A large, masterfully rendered, noir dramatic interior illustration by Cecil Calvert Beall. From the illustrated serialization of Sax Rohmer’s Fu Manchu, published by Collier’s Magazine June 12; 1948. Artwork is beautifully framed in a period gold gesso ornate frame. Story caption reads : “Camille lay on a heap of coarse canvas piled up in a corner of what seemed to be a large warehouse. There was a smell of dampness and decay in the air.”
A bio on C.C. Beall
Art Director for the National Democratic Party during President Roosevelt’s administration, Cecil Beall was a well-known illustrator and portrait artist during the 1930s and 40s. His works were regularly featured in The Saturday Evening Post and Colliers magazine.

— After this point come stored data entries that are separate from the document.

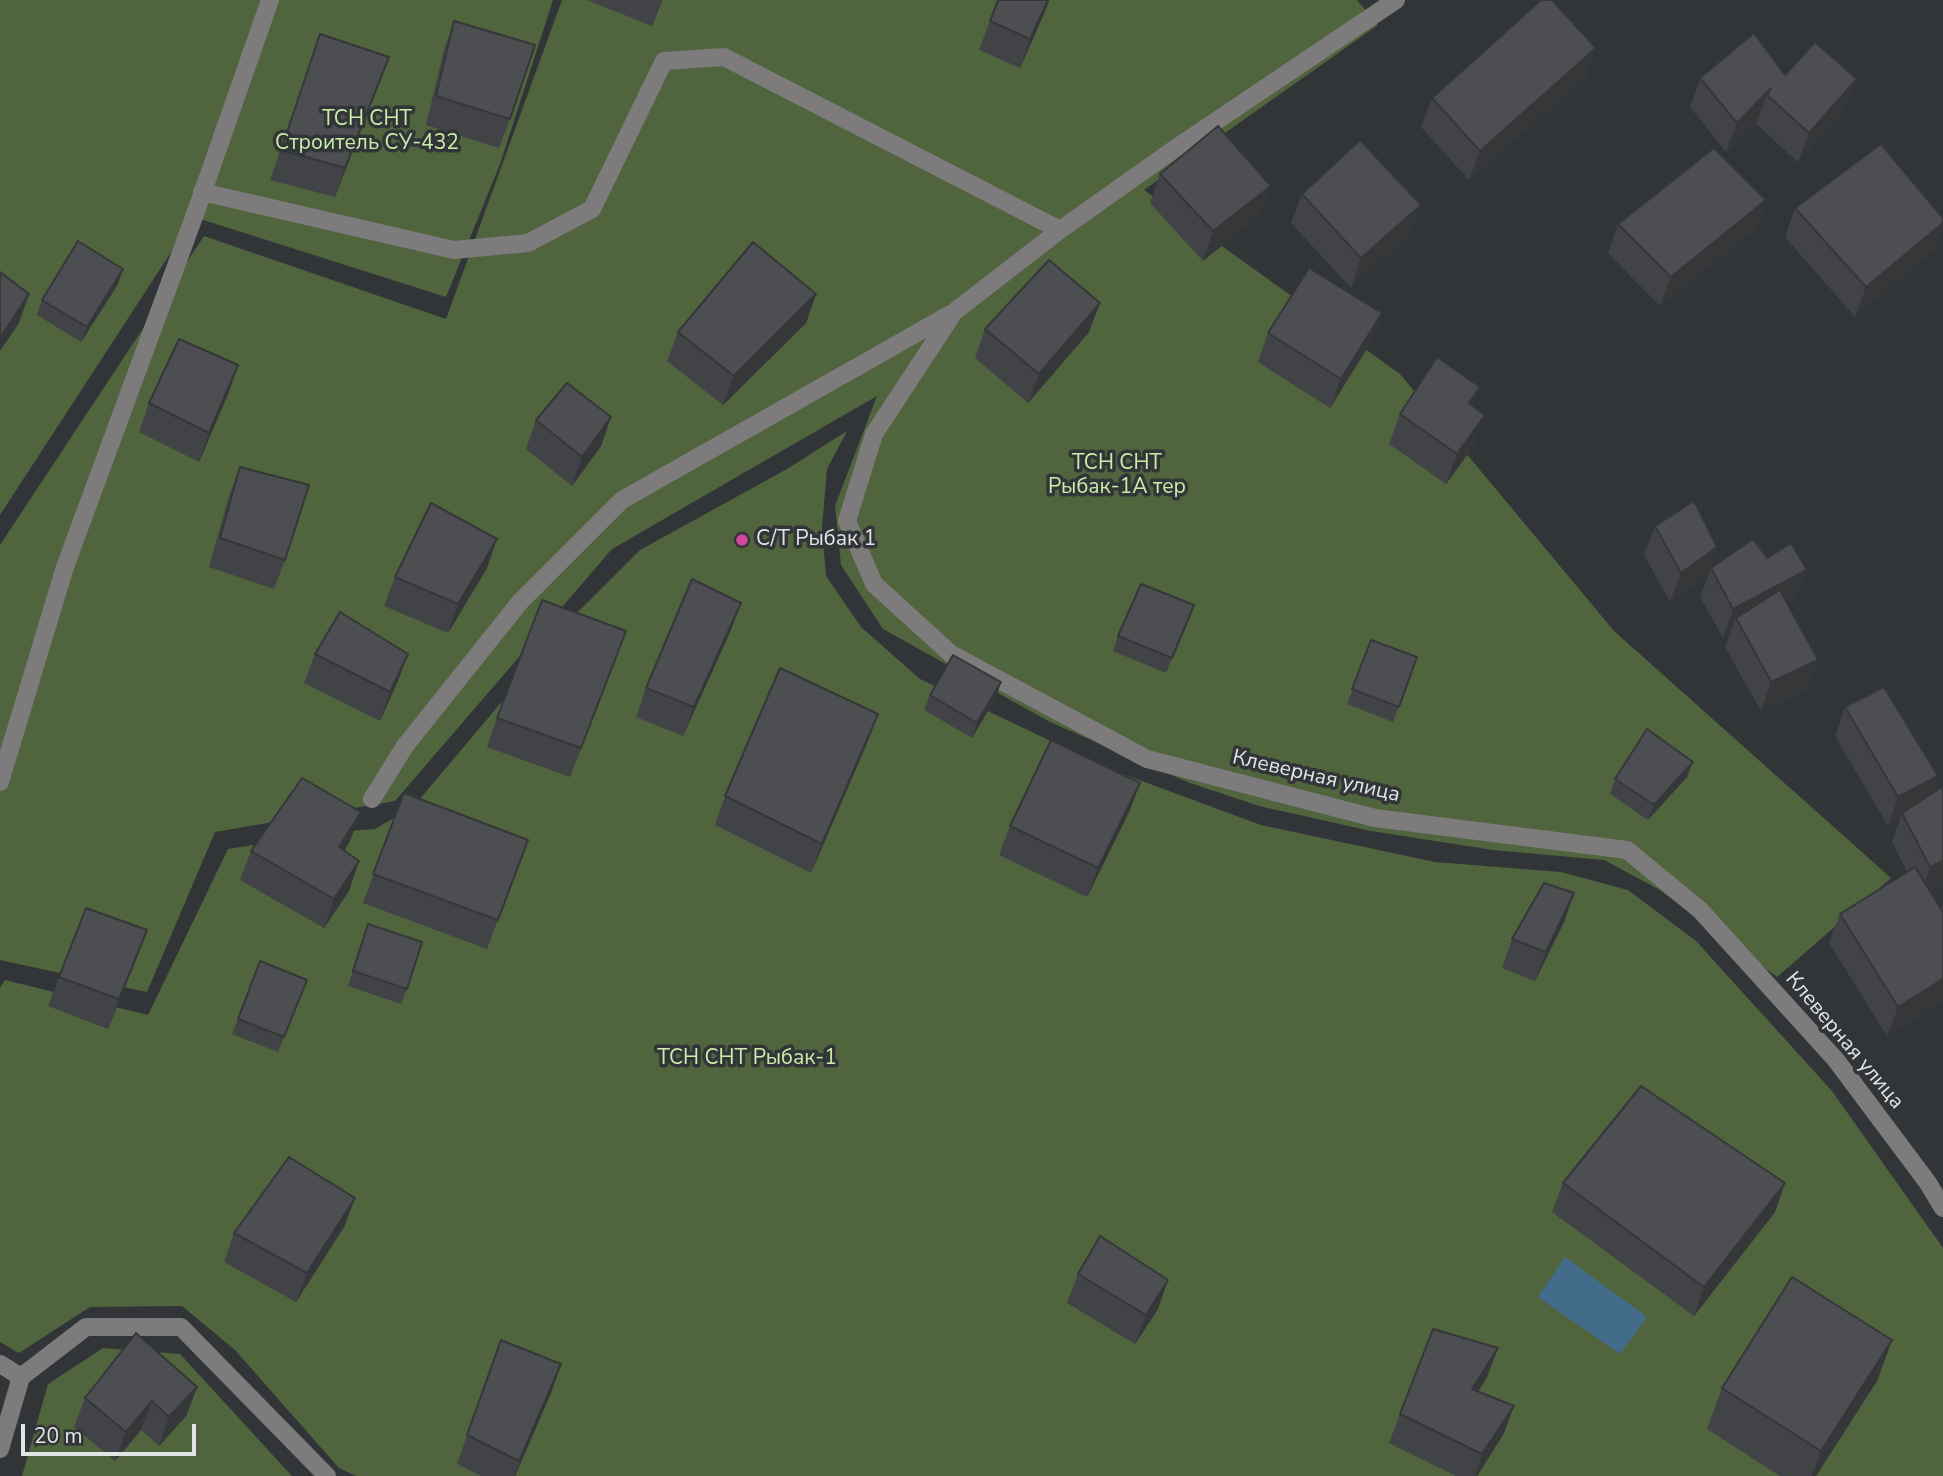 <!DOCTYPE html>
<meta charset="utf-8">
<style>
body{margin:0}
#map{position:relative;width:1943px;height:1476px;overflow:hidden;background:#323538;font-family:"Nunito Sans",sans-serif}
canvas{display:block}
.scale{position:absolute;left:21px;top:1424px;width:175px;height:32px;box-sizing:border-box;border:4px solid #e2e4e6;border-top:0;padding-left:9px;font-size:21px;line-height:24px;white-space:nowrap;color:#e2e4e6;-webkit-text-stroke:5px #323538;paint-order:stroke}
</style>
<div id="map">
<canvas width="1943" height="1476"></canvas>
<div class="scale">20 m</div>
</div>
<script>
const ctx = document.querySelector('canvas').getContext('2d');
ctx.lineJoin = 'round';
function fillPath(path, color) {
  ctx.fillStyle = color;
  ctx.fill(path, 'evenodd');
}
function poly(rows) {
  const path = new Path2D();
  for (const r of rows) {
    path.moveTo(r[0], r[1]);
    for (let i = 2; i < r.length; i += 2) path.lineTo(r[i], r[i + 1]);
  }
  return path;
}
function trace(path, color, width, dash) {
  ctx.strokeStyle = color;
  ctx.lineWidth = width;
  ctx.lineCap = dash ? 'butt' : 'round';
  ctx.setLineDash(dash || []);
  ctx.stroke(path);
}
function label(font, color, halo, rows, align = 'center') {
  ctx.font = font + ' "Nunito Sans",sans-serif';
  ctx.lineWidth = 7;
  ctx.setLineDash([]);
  ctx.textBaseline = 'middle';
  ctx.strokeStyle = halo;
  ctx.fillStyle = color;
  for (const [text, x, y, turn = 0] of rows) {
    ctx.save();
    ctx.translate(x, y);
    ctx.rotate((+turn || 0) * Math.PI / 180);
    ctx.textAlign = isNaN(turn) ? turn : align;
    if (halo) ctx.strokeText(text, 0, 0);
    ctx.fillText(text, 0, 0);
    ctx.restore();
  }
}
const green = poly([
 [0,0,553,0,500,164,446,297,194,217,0,515],
 [562,0,1357,0,1378,25,1144,190,1400,374,1614,631,1891,878,1777,977,1658,889,1604,860,1493,850,1371,831,1259,806,1190,783,1050,722,883,629,841,565,835,506,877,396,612,549,395,801,215,832,147,992,0,960,0,545,204,236,446,319],
 [847,431,827,469,822,527,826,576,861,627,920,679,1112,770,1261,825,1435,862,1561,872,1628,890,1696,941,1832,1091,1943,1248,1943,1476,356,1476,339,1468,235,1350,182,1306,90,1307,19,1353,0,1342,0,988,5,980,148,1015,228,849,334,832,375,829,413,807,575,615,640,550,787,469],
 [103,1348,180,1354,292,1476,22,1476,48,1384]
]);
const water = poly([
 [1565,1257,1647,1317,1620,1354,1538,1297]
]);
const minor = poly([
 [202,192,454,250,528,243,592,209,664,61,724,57,1060,230],
 [954,312,874,434,847,521,874,584,951,654,1147,759,1375,818,1627,850,1700,910,1836,1060,1928,1183,1943,1208],
 [0,782,65,567,194,217,270,0],
 [372,799,405,746,520,602,622,500,954,312,1060,230,1173,150,1396,0],
 [0,1364,21,1377,86,1327,181,1327,327,1476],
 [0,1449,21,1377]
]);
const wall = poly([
 [587,0,662,0,652,26],
 [998,0,1049,0,1043,16,1020,68,979,50],
 [454,21,510,119,499,148,426,125,444,50],
 [320,34,389,57,335,197,270,180],
 [1596,48,1586,77,1469,180,1421,127,1432,98],
 [1785,75,1846,109,1798,162,1756,124,1757,121,1726,152,1690,107,1700,78],
 [1160,174,1271,186,1260,215,1203,261,1150,203],
 [1302,194,1410,234,1351,288,1291,223],
 [1766,200,1756,229,1660,306,1608,253,1618,224],
 [1795,208,1943,218,1943,228,1935,250,1855,317,1785,237],
 [118,284,81,342,37,315,42,300],
 [816,294,806,323,723,405,667,361,678,332],
 [1382,313,1371,342,1330,408,1258,362,1268,333],
 [985,329,1089,332,1028,403,975,358],
 [238,365,228,394,199,462,139,432,149,403],
 [1480,387,1473,406,1475,444,1446,484,1389,444,1400,414],
 [611,417,601,446,572,486,526,449,536,420],
 [240,467,285,560,274,589,209,567,229,496],
 [1655,526,1707,576,1670,602,1644,555],
 [1767,558,1807,570,1796,599,1787,603,1808,689,1761,711,1725,647,1730,634,1723,638,1700,597,1711,568],
 [487,568,448,633,384,606,395,577],
 [741,603,730,632,683,736,636,717,646,688],
 [1194,605,1166,673,1113,651,1118,636],
 [626,631,570,777,487,747,497,718],
 [1371,640,1417,657,1393,722,1347,704],
 [315,654,408,654,397,683,380,721,304,683],
 [1001,682,996,697,972,738,924,710,930,695],
 [1845,707,1938,776,1932,794,1943,790,1943,884,1930,891,1941,909,1943,904,1943,1002,1887,1036,1829,943,1840,914,1907,872,1892,842,1900,819,1888,826,1835,736],
 [867,743,811,873,715,825,725,796],
 [1687,777,1648,820,1610,794,1615,779],
 [1140,783,1129,812,1087,897,999,855,1010,826],
 [404,793,528,840,487,949,363,903],
 [350,841,344,851,349,891,324,928,240,880,251,851],
 [1574,893,1564,922,1535,981,1502,968,1512,939],
 [368,924,407,989,401,1004,348,986],
 [136,959,108,1029,48,1006,59,977],
 [260,961,307,980,278,1052,232,1034],
 [1563,1183,1775,1212,1694,1316,1552,1212],
 [355,1198,344,1227,296,1302,224,1262,234,1233],
 [1078,1274,1158,1309,1135,1344,1067,1303],
 [501,1340,561,1364,551,1393,515,1476,481,1476,457,1464],
 [1892,1340,1877,1381,1816,1476,1780,1476,1707,1429,1722,1388],
 [1487,1377,1478,1392,1514,1406,1503,1435,1477,1476,1456,1476,1389,1443,1400,1414],
 [197,1387,186,1416,159,1446,141,1430,115,1461,74,1427,85,1398]
]);
const shadedWall = poly([
 [661,0,662,0,652,26],
 [1048,0,1049,0,1043,16,1020,68,1030,39],
 [1596,48,1586,77,1469,180,1480,151],
 [389,57,378,86,335,197,345,168],
 [1857,79,1846,109,1798,162,1809,133],
 [1771,88,1767,95,1757,121,1726,152,1737,123],
 [1271,186,1260,215,1203,261,1213,231],
 [1766,200,1756,229,1660,306,1671,277],
 [1421,205,1410,234,1351,288,1361,258],
 [1943,223,1943,228,1935,250,1855,317,1866,287],
 [123,269,118,284,81,342,87,327],
 [29,294,19,323,0,351,0,338],
 [816,294,806,323,723,405,734,376],
 [1100,303,1089,332,1028,403,1039,374],
 [1382,313,1371,342,1330,408,1341,379],
 [238,365,228,394,199,462,209,433],
 [1480,387,1470,416,1469,403],
 [1485,415,1475,444,1446,484,1457,454],
 [611,417,601,446,572,486,582,457],
 [497,539,487,568,448,633,458,604],
 [1717,547,1707,576,1670,602,1681,573],
 [1807,570,1796,599,1741,628,1736,618,1730,634,1723,638,1733,609],
 [741,603,730,632,683,736,694,707],
 [408,654,397,683,380,721,390,692],
 [1818,660,1808,689,1761,711,1771,682],
 [1001,682,996,697,972,738,977,723],
 [878,714,867,743,811,873,822,844],
 [1693,762,1687,777,1648,820,1654,805],
 [1938,776,1928,805,1902,813,1900,819,1888,826,1898,797],
 [1140,783,1129,812,1087,897,1098,868],
 [361,812,350,841,328,876,339,847],
 [359,861,349,891,324,928,334,899],
 [1943,861,1943,884,1920,896,1930,867],
 [1574,893,1564,922,1535,981,1546,952],
 [147,930,136,959,108,1029,119,999],
 [1943,979,1943,1002,1887,1036,1898,1007],
 [1785,1183,1775,1212,1694,1316,1704,1287],
 [355,1198,344,1227,296,1302,307,1273],
 [1168,1280,1158,1309,1135,1344,1146,1315],
 [1892,1340,1877,1381,1816,1476,1812,1476,1821,1451],
 [1498,1348,1487,1377,1462,1418,1472,1389],
 [561,1364,551,1393,515,1476,514,1476],
 [197,1387,186,1416,159,1446,169,1417],
 [152,1401,141,1430,115,1461,126,1432],
 [1514,1406,1503,1435,1477,1476,1475,1476,1482,1454]
]);
const building = poly([
 [998,0,1048,0,1030,39,990,21,998,0],
 [1541,0,1552,0,1596,48,1480,151,1432,98,1541,0],
 [454,21,535,45,510,119,436,96,454,21],
 [1754,33,1785,75,1815,42,1857,79,1809,133,1767,95,1771,88,1737,123,1700,78,1754,33],
 [320,34,389,57,345,168,281,150,320,34],
 [1218,126,1271,186,1213,231,1160,174,1218,126],
 [1360,140,1421,205,1361,258,1302,194,1360,140],
 [1881,144,1943,218,1943,223,1866,287,1795,208,1881,144],
 [1714,148,1766,200,1671,277,1618,224,1714,148],
 [78,241,123,269,87,327,42,300,78,241],
 [753,242,816,294,734,376,678,332,753,242],
 [1049,260,1100,303,1039,374,985,329,1049,260],
 [1309,268,1382,313,1341,379,1268,333,1309,268],
 [0,272,29,294,0,338,0,272],
 [179,339,238,365,209,433,149,403,179,339],
 [1437,357,1480,387,1469,403,1485,415,1457,454,1400,414,1437,357],
 [567,383,611,417,582,457,536,420,567,383],
 [240,467,309,485,285,560,220,538,240,467],
 [1694,501,1717,547,1681,573,1655,526,1694,501],
 [431,503,497,539,458,604,395,577,431,503],
 [1753,539,1767,558,1791,543,1807,570,1733,609,1711,568,1753,539],
 [692,579,741,603,694,707,646,688,692,579],
 [1141,584,1194,605,1172,658,1118,636,1141,584],
 [1780,590,1818,660,1771,682,1736,618,1780,590],
 [542,600,626,631,581,748,497,718,542,600],
 [340,612,408,654,390,692,315,654,340,612],
 [1371,640,1417,657,1399,707,1352,689,1371,640],
 [953,655,1001,682,977,723,930,695,953,655],
 [780,668,878,714,822,844,725,796,780,668],
 [1884,687,1938,776,1898,797,1845,707,1884,687],
 [1647,729,1693,762,1654,805,1615,779,1647,729],
 [1051,740,1140,783,1098,868,1010,826,1051,740],
 [302,778,361,812,339,847,359,861,334,899,251,851,302,778],
 [1942,787,1943,790,1943,861,1930,867,1902,813,1942,787],
 [404,793,528,840,498,920,373,874,404,793],
 [1915,867,1943,912,1943,979,1898,1007,1840,914,1915,867],
 [1544,883,1574,893,1546,952,1512,939,1544,883],
 [86,908,147,930,119,999,59,977,86,908],
 [368,924,422,942,407,989,353,971,368,924],
 [260,961,307,980,284,1037,238,1019,260,961],
 [1641,1086,1785,1183,1704,1287,1563,1183,1641,1086],
 [289,1157,355,1198,307,1273,234,1233,289,1157],
 [1100,1236,1168,1280,1146,1315,1078,1274,1100,1236],
 [1792,1277,1892,1340,1821,1451,1722,1388,1792,1277],
 [1433,1329,1498,1348,1472,1389,1514,1406,1482,1454,1400,1414,1433,1329],
 [136,1333,197,1387,169,1417,152,1401,126,1432,85,1398,136,1333],
 [501,1340,561,1364,519,1461,467,1435,501,1340]
]);
const markers = [
 [742,540,7,"#d1479c"]
];
const parkNames = [
 ["ТСН СНТ",367,120],
 ["Строитель СУ-432",367,144],
 ["ТСН СНТ",1117,464],
 ["Рыбак-1А тер",1117,488],
 ["ТСН СНТ Рыбак-1",747,1059]
];
const poiNames = [
 ["С/Т Рыбак 1",756,540]
];
const streetNames = [
 ["Клеверная улица",1316,777,13],
 ["Клеверная улица",1844,1041,50]
];
fillPath(green, '#50643d');
fillPath(water, '#426c8a');
trace(minor, '#7e7b7c', 18);
fillPath(wall, '#414346');
fillPath(shadedWall, '#353739');
fillPath(building, '#4c4e51');
trace(building, '#353739', 2);
for (const [x, y, r, color] of markers) {
  const dot = new Path2D();
  dot.arc(x, y, r, 0, 2 * Math.PI);
  ctx.fillStyle = color;
  ctx.fill(dot);
  trace(dot, '#323538', 2.5);
}
label('21px', '#caeda9', '#323538', parkNames);
label('21px', '#e2e4e6', '#323538', poiNames, 'left');
label('21px', '#e2e4e6', '#323538', streetNames);
</script>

He studied at the Pratt Institute and Art Students League, and during the War years produced a popular series of “Collier’s” cover illustrations depicting decorated World War II heroes.
A bio on Sax Rohmer
Arthur Henry Sarsfield Ward (February 15, 1883 – June 1, 1959), better known as Sax Rohmer, was a prolific English novelist. He is most remembered for his series of novels featuring the master criminal Dr. Fu Manchu.
Born in Birmingham he had an entirely working class education and early career before beginning to write. His first published work was in 1903, the short story The Mysterious Mummy for Pearson’s Weekly.
He made his early living writing comedy sketches for performers and short stories and serials for magazines. In 1909 he married Rose Knox. He published his first novel in 1910, Pause! and the first Fu Manchu story, The Mystery of Dr. Fu Manchu was serialized over 1912-13. It was an immediate success with its pacy and racist story of Sir Denis Nayland Smith and Dr. Petrie facing the worldwide conspiracy of the ‘Yellow Peril’.
The Fu Manchu stories, together with those featuring Gaston Max or Morris Klaw, made Rohmer one of the most successful and well-paid writers in of the 1920s and 1930s. But Rohmer was very poor at handling his wealth. After World War II the Rohmers moved to New York.
A number of films were made featuring Dr. Fu Manchu. The Mask of Fu Manchu (1932), featuring Boris Karloff, was the best of those produced in the 1930s, mainly because of a wonderfully slinky and sadistic performance by Myrna Loy as Fa Lo See, Fu Manchu’s evil daughter.
The name was revived in a very variable series starring Christopher Lee in the 1960s with The Face of Fu Manchu (1965), The Brides of Fu Manchu (1966), The Vengeance of Fu Manchu (1967), The Blood of Fu Manchu (1968), and The Castle of Fu Manchu (1969). Pulp film legend Harry Alan Towers produced two films based on the Sumuru character in the 1960s, and an updated space fantasy version in 2002.